La Figura 2 segnala la fragilità della struttura produttiva regionale, incapace di resistere agli shock esogeni (2008, 2012, 2020) e poco reattiva nelle fasi di espansione. In questo contesto, la distanza accumulata rispetto al Centro-Nord e al dato nazionale assume una valenza strutturale, non più solo congiunturale.

Produttività del lavoro

Alla debolezza dell’espansione del valore aggiunto aggregato si affianca una dinamica altrettanto contenuta della produttività del lavoro. Misurata come valore aggiunto per occupato a prezzi costanti 2015, indica non solo che l’Italia è un paese a bassa crescita, ma anche che i divari territoriali di sviluppo rimangono ampi senza mostrare alcun significativo segnale di convergenza.

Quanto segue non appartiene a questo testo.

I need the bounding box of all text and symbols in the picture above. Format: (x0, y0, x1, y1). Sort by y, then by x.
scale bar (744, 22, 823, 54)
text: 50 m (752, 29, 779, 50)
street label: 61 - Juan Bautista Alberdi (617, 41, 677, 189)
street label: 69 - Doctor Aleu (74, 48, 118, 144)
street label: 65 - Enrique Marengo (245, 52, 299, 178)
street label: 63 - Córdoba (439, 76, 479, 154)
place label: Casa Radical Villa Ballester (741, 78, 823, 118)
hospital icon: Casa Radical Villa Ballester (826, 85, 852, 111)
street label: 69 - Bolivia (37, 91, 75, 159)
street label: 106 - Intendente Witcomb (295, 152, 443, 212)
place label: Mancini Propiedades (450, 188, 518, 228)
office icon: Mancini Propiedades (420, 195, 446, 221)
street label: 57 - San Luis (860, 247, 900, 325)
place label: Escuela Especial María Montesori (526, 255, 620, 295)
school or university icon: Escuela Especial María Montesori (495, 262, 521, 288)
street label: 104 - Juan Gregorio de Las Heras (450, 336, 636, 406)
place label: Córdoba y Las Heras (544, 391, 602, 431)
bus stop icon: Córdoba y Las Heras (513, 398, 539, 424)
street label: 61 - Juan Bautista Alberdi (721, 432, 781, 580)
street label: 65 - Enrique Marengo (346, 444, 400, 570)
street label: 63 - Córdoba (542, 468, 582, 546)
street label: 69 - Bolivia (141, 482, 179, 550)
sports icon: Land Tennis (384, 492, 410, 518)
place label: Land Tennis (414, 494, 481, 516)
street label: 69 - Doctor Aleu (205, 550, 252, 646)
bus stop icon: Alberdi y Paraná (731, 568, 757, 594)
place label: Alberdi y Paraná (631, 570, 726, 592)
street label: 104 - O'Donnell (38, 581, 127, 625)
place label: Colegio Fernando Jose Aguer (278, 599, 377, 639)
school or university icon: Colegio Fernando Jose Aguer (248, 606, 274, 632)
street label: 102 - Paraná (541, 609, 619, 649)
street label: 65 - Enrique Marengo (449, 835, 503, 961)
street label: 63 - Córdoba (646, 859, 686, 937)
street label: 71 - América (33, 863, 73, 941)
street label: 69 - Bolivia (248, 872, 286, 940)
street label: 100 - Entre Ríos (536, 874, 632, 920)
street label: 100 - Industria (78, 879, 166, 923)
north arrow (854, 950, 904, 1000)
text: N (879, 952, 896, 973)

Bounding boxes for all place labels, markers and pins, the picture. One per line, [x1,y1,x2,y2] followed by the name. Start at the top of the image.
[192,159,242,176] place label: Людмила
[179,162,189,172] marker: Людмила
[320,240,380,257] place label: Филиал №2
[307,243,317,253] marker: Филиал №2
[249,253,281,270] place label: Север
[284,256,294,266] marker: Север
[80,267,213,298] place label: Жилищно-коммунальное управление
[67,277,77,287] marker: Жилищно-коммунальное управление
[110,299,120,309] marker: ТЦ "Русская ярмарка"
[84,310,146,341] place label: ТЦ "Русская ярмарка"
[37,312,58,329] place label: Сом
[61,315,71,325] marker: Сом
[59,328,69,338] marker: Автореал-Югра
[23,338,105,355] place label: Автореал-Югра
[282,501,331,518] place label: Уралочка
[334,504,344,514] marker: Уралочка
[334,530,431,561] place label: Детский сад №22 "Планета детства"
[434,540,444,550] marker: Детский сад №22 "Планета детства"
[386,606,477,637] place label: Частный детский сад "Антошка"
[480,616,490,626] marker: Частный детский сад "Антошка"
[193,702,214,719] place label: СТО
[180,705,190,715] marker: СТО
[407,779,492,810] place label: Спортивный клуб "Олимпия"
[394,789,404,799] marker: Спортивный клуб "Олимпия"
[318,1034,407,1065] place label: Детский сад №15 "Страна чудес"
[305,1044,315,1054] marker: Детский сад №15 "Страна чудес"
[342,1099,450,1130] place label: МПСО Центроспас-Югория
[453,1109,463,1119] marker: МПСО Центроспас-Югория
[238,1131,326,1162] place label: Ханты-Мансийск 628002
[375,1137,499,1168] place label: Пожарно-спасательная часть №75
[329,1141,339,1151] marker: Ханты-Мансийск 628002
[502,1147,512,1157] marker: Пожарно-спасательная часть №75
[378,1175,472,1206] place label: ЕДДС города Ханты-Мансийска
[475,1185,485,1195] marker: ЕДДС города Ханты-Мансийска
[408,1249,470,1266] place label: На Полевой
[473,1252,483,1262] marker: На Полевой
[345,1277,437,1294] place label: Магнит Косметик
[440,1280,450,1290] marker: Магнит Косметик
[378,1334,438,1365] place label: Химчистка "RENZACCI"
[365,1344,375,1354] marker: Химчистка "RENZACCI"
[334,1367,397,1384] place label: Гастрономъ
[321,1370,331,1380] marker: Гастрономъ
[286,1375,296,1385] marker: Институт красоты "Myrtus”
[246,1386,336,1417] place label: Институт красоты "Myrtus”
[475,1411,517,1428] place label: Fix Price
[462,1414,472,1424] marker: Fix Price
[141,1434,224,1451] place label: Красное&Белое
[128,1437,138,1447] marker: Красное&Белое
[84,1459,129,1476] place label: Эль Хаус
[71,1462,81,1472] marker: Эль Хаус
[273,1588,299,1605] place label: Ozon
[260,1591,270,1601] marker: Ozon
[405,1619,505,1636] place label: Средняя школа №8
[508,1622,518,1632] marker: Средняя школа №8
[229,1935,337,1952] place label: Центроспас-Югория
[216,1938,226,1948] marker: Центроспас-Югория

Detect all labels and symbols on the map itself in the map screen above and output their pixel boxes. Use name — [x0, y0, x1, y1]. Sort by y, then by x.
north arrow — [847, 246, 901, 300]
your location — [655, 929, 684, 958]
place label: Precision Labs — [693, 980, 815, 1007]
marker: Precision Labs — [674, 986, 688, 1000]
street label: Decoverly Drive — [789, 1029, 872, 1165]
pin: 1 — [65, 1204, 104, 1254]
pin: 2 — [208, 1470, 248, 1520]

Nel 2023, la produttività del lavoro in Calabria è pari a 55.882 euro, a fronte dei 75.071 euro del Centro-Nord, dei 58.854 euro del Mezzogiorno e dei 70.786 euro della media nazionale. Il divario con il Centro-Nord resta ampio: nel 1995 la produttività calabrese era pari al 73,2% di quella settentrionale; nel 2023 è al 74,4%. Dunque, nessuna vera convergenza si è realizzata: i ritardi rimangono pressoché invariati. Un secondo elemento rilevante è la debole crescita della produttività del lavoro. Sebbene l’incremento percentuale cumulato nel periodo 1995–2023 sia positivo (es. +9,2% in Calabria, +6,1% nel Centro-Nord), il tasso medio annuo composto segnala la presenza di stagnazione: Calabria: +0,31% annuo; Centro-Nord: +0,25% annuo; Mezzogiorno: +0,22% annuo; Italia: +0,26% annuo.

L’Italia si conferma un sistema a bassa crescita della produttività, con effetti sistemici sull’economia nazionale. La Calabria, pur mostrando un tasso annuo medio leggermente superiore alla media nazionale, lo fa partendo da livelli molto più bassi, senza riuscire a ridurre significativamente i divari.

Tra il 2015 e il 2020, la produttività del lavoro in Calabria mostra una tendenza regressiva, passando da un massimo di 58.493 euro a un minimo di 52.743 euro. Questo calo, pari a circa il 10% in cinque anni, segnala un arretramento significativo anche prima dell’impatto pandemico, che nel 2020 ha ulteriormente aggravato la situazione. Solo a partire dal 2021 si registra una parziale ripresa, ma i livelli del 2023 restano inferiori a quelli del 2015, a conferma di una traiettoria debole e discontinua. I dati nazionali mostrano un andamento simile, ma con livelli più elevati e recuperi più rapidi. In altri termini, le fluttuazioni della produttività calabrese riflettono una struttura economica esposta a shock esterni, con bassa capacità di adattamento e scarsa resilienza, anche rispetto al resto del Mezzogiorno.

La Figura 4 mostra per la Calabria l’andamento della produttività del lavoro, degli occupati e del valore aggiunto aggregato (1995=100).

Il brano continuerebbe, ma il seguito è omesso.